■ YOUR ASSIGNMENT: Restate each line of the listing exactly, without carrying over any pictures.

____

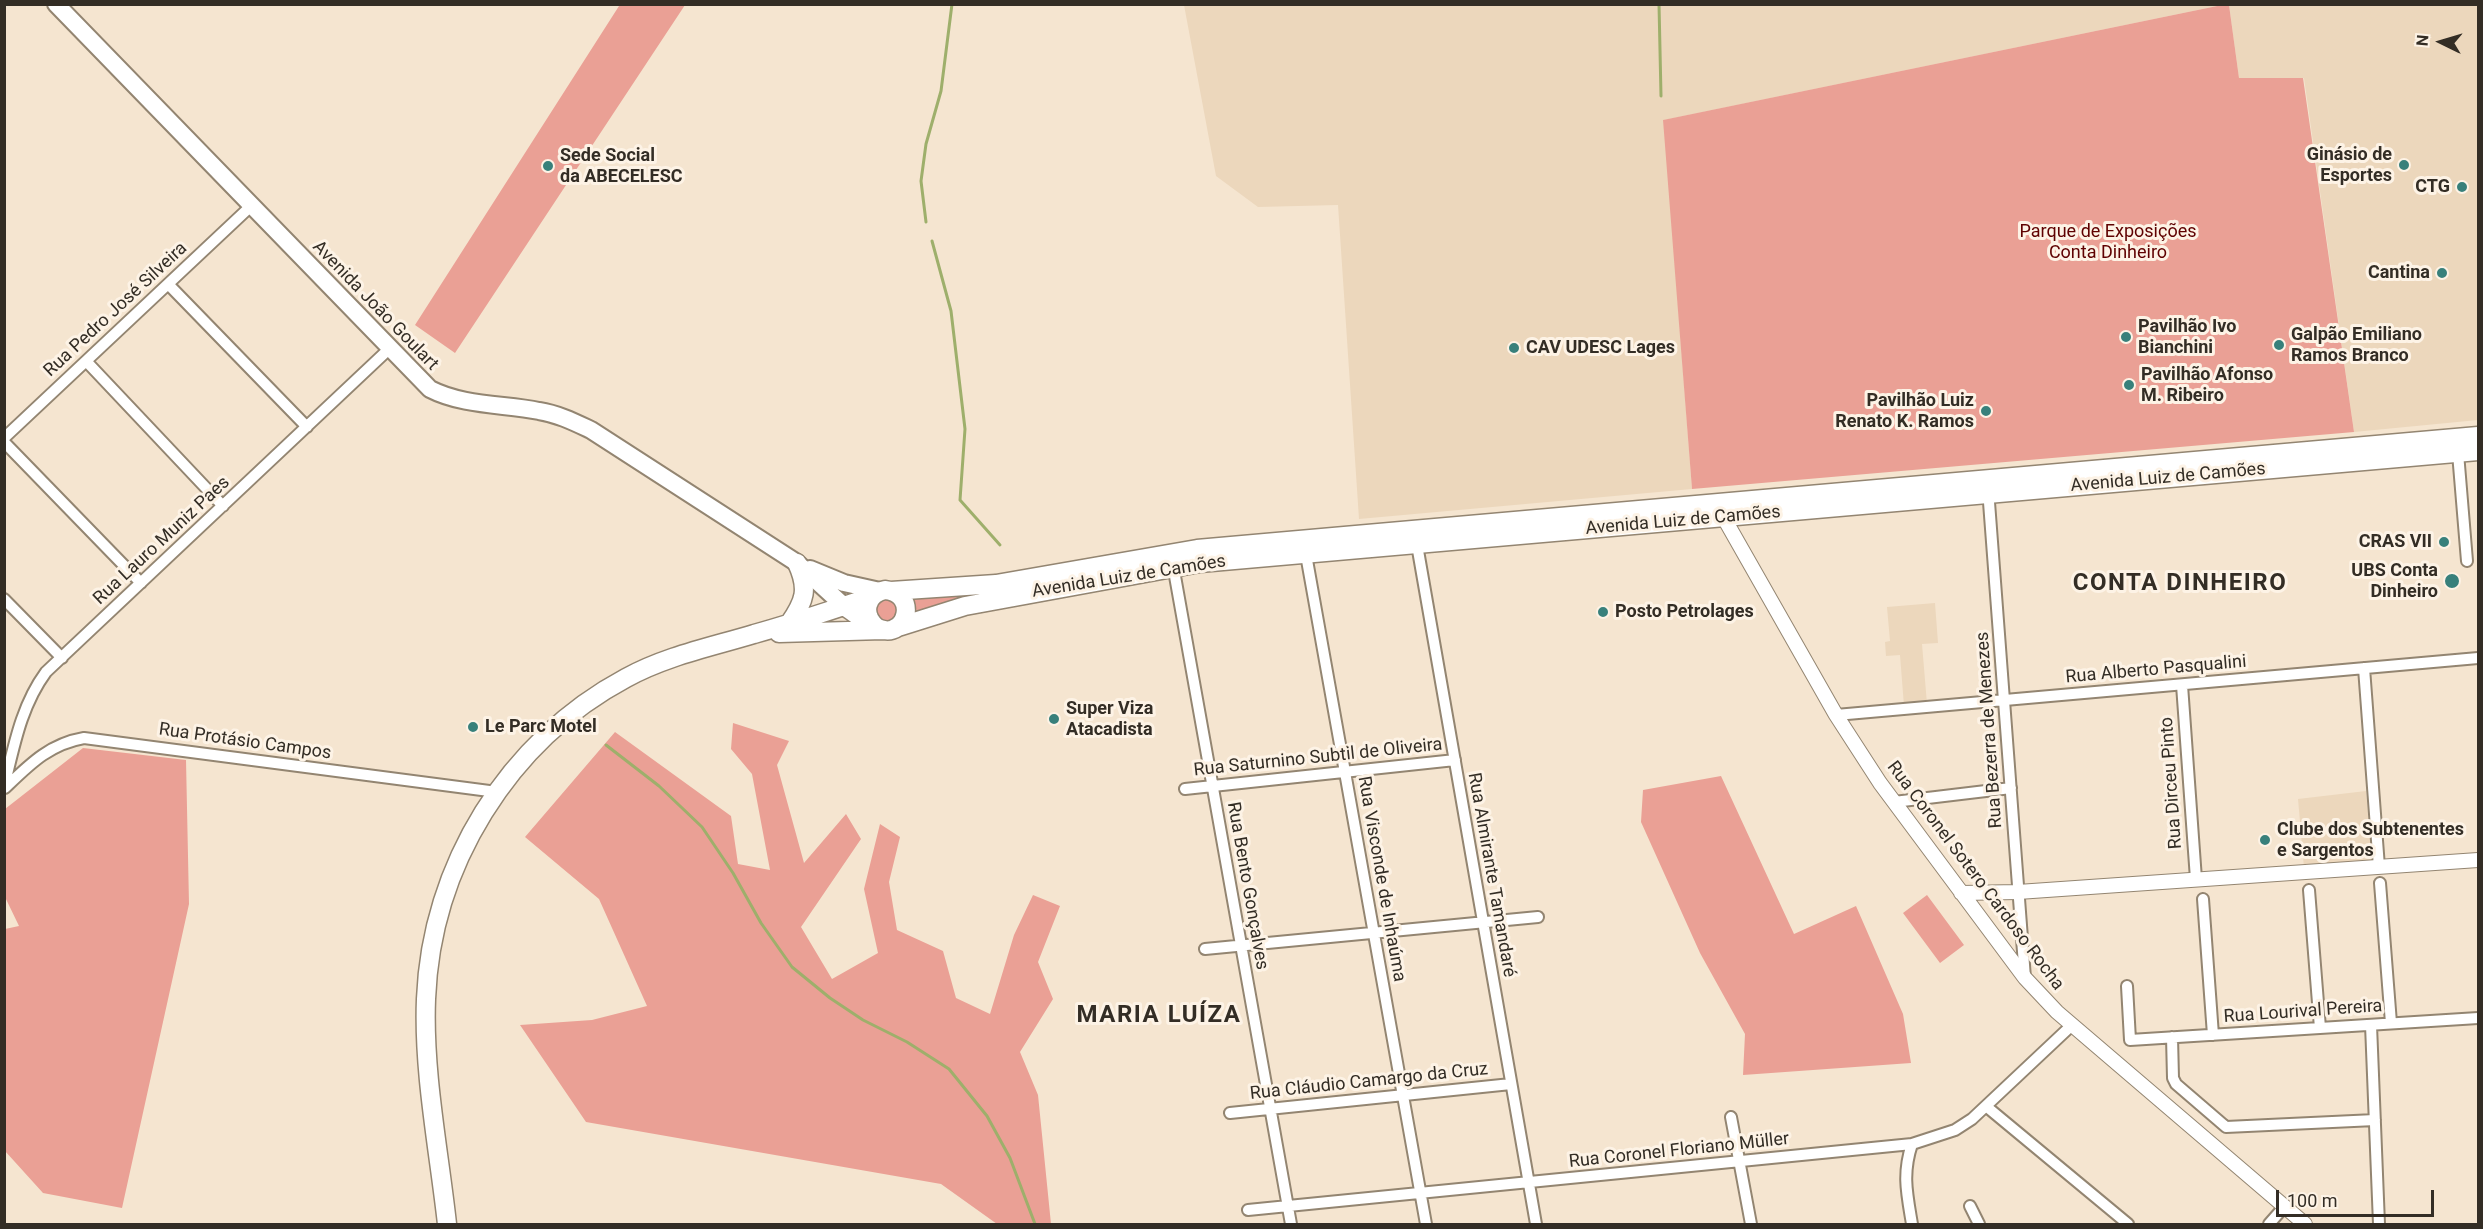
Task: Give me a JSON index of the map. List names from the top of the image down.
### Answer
{
  "streets": {
    "main road": ["Avenida João Goulart", "Avenida Luiz de Camões"],
    "street": [
      "Rua Pedro José Silveira",
      "Rua Lauro Muniz Paes",
      "Rua Alberto Pasqualini",
      "Rua Bezerra de Menezes",
      "Rua Protásio Campos",
      "Rua Saturnino Subtil de Oliveira",
      "Rua Dirceu Pinto",
      "Rua Almirante Tamandaré",
      "Rua Coronel Sotero Cardoso Rocha",
      "Rua Visconde de Inhaúma",
      "Rua Bento Gonçalves",
      "Rua Lourival Pereira",
      "Rua Cláudio Camargo da Cruz",
      "Rua Coronel Floriano Müller"
    ]
  },
  "crossings": [
    ["Avenida João Goulart", "Rua Pedro José Silveira"],
    ["Avenida João Goulart", "Avenida Luiz de Camões"],
    ["Avenida João Goulart", "Rua Lauro Muniz Paes"],
    ["Avenida Luiz de Camões", "Rua Bezerra de Menezes"],
    ["Avenida Luiz de Camões", "Rua Almirante Tamandaré"],
    ["Avenida Luiz de Camões", "Rua Coronel Sotero Cardoso Rocha"],
    ["Avenida Luiz de Camões", "Rua Visconde de Inhaúma"],
    ["Avenida Luiz de Camões", "Rua Bento Gonçalves"],
    ["Rua Lauro Muniz Paes", "Rua Protásio Campos"],
    ["Rua Alberto Pasqualini", "Rua Bezerra de Menezes"],
    ["Rua Alberto Pasqualini", "Rua Dirceu Pinto"],
    ["Rua Alberto Pasqualini", "Rua Coronel Sotero Cardoso Rocha"],
    ["Rua Bezerra de Menezes", "Rua Coronel Sotero Cardoso Rocha"],
    ["Rua Saturnino Subtil de Oliveira", "Rua Almirante Tamandaré"],
    ["Rua Saturnino Subtil de Oliveira", "Rua Visconde de Inhaúma"],
    ["Rua Saturnino Subtil de Oliveira", "Rua Bento Gonçalves"],
    ["Rua Almirante Tamandaré", "Rua Cláudio Camargo da Cruz"],
    ["Rua Almirante Tamandaré", "Rua Coronel Floriano Müller"],
    ["Rua Coronel Sotero Cardoso Rocha", "Rua Coronel Floriano Müller"],
    ["Rua Visconde de Inhaúma", "Rua Cláudio Camargo da Cruz"],
    ["Rua Visconde de Inhaúma", "Rua Coronel Floriano Müller"],
    ["Rua Bento Gonçalves", "Rua Cláudio Camargo da Cruz"],
    ["Rua Bento Gonçalves", "Rua Coronel Floriano Müller"]
  ],
  "districts": ["CONTA DINHEIRO", "MARIA LUÍZA"],
  "parks": ["Parque de Exposições Conta Dinheiro"],
  "places": [
    "Ginásio de Esportes",
    "Sede Social da ABECELESC",
    "CTG",
    "Cantina",
    "Pavilhão Ivo Bianchini",
    "Galpão Emiliano Ramos Branco",
    "CAV UDESC Lages",
    "Pavilhão Afonso M. Ribeiro",
    "Pavilhão Luiz Renato K. Ramos",
    "CRAS VII",
    "UBS Conta Dinheiro",
    "Posto Petrolages",
    "Super Viza Atacadista",
    "Le Parc Motel",
    "Clube dos Subtenentes e Sargentos"
  ],
  "scale_bar": "100 m",
  "north": "left"
}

____

■ OUTPUT FOR THIS EXERCISE:
Task: Give me a JSON index of the map. List names from the top of the image down.
### Answer
{
  "streets": {
    "main road": ["Avenida João Goulart", "Avenida Luiz de Camões"],
    "street": [
      "Rua Pedro José Silveira",
      "Rua Lauro Muniz Paes",
      "Rua Alberto Pasqualini",
      "Rua Bezerra de Menezes",
      "Rua Protásio Campos",
      "Rua Saturnino Subtil de Oliveira",
      "Rua Dirceu Pinto",
      "Rua Almirante Tamandaré",
      "Rua Coronel Sotero Cardoso Rocha",
      "Rua Visconde de Inhaúma",
      "Rua Bento Gonçalves",
      "Rua Lourival Pereira",
      "Rua Cláudio Camargo da Cruz",
      "Rua Coronel Floriano Müller"
    ]
  },
  "crossings": [
    ["Avenida João Goulart", "Rua Pedro José Silveira"],
    ["Avenida João Goulart", "Avenida Luiz de Camões"],
    ["Avenida João Goulart", "Rua Lauro Muniz Paes"],
    ["Avenida Luiz de Camões", "Rua Bezerra de Menezes"],
    ["Avenida Luiz de Camões", "Rua Almirante Tamandaré"],
    ["Avenida Luiz de Camões", "Rua Coronel Sotero Cardoso Rocha"],
    ["Avenida Luiz de Camões", "Rua Visconde de Inhaúma"],
    ["Avenida Luiz de Camões", "Rua Bento Gonçalves"],
    ["Rua Lauro Muniz Paes", "Rua Protásio Campos"],
    ["Rua Alberto Pasqualini", "Rua Bezerra de Menezes"],
    ["Rua Alberto Pasqualini", "Rua Dirceu Pinto"],
    ["Rua Alberto Pasqualini", "Rua Coronel Sotero Cardoso Rocha"],
    ["Rua Bezerra de Menezes", "Rua Coronel Sotero Cardoso Rocha"],
    ["Rua Saturnino Subtil de Oliveira", "Rua Almirante Tamandaré"],
    ["Rua Saturnino Subtil de Oliveira", "Rua Visconde de Inhaúma"],
    ["Rua Saturnino Subtil de Oliveira", "Rua Bento Gonçalves"],
    ["Rua Almirante Tamandaré", "Rua Cláudio Camargo da Cruz"],
    ["Rua Almirante Tamandaré", "Rua Coronel Floriano Müller"],
    ["Rua Coronel Sotero Cardoso Rocha", "Rua Coronel Floriano Müller"],
    ["Rua Visconde de Inhaúma", "Rua Cláudio Camargo da Cruz"],
    ["Rua Visconde de Inhaúma", "Rua Coronel Floriano Müller"],
    ["Rua Bento Gonçalves", "Rua Cláudio Camargo da Cruz"],
    ["Rua Bento Gonçalves", "Rua Coronel Floriano Müller"]
  ],
  "districts": ["CONTA DINHEIRO", "MARIA LUÍZA"],
  "parks": ["Parque de Exposições Conta Dinheiro"],
  "places": [
    "Ginásio de Esportes",
    "Sede Social da ABECELESC",
    "CTG",
    "Cantina",
    "Pavilhão Ivo Bianchini",
    "Galpão Emiliano Ramos Branco",
    "CAV UDESC Lages",
    "Pavilhão Afonso M. Ribeiro",
    "Pavilhão Luiz Renato K. Ramos",
    "CRAS VII",
    "UBS Conta Dinheiro",
    "Posto Petrolages",
    "Super Viza Atacadista",
    "Le Parc Motel",
    "Clube dos Subtenentes e Sargentos"
  ],
  "scale_bar": "100 m",
  "north": "left"
}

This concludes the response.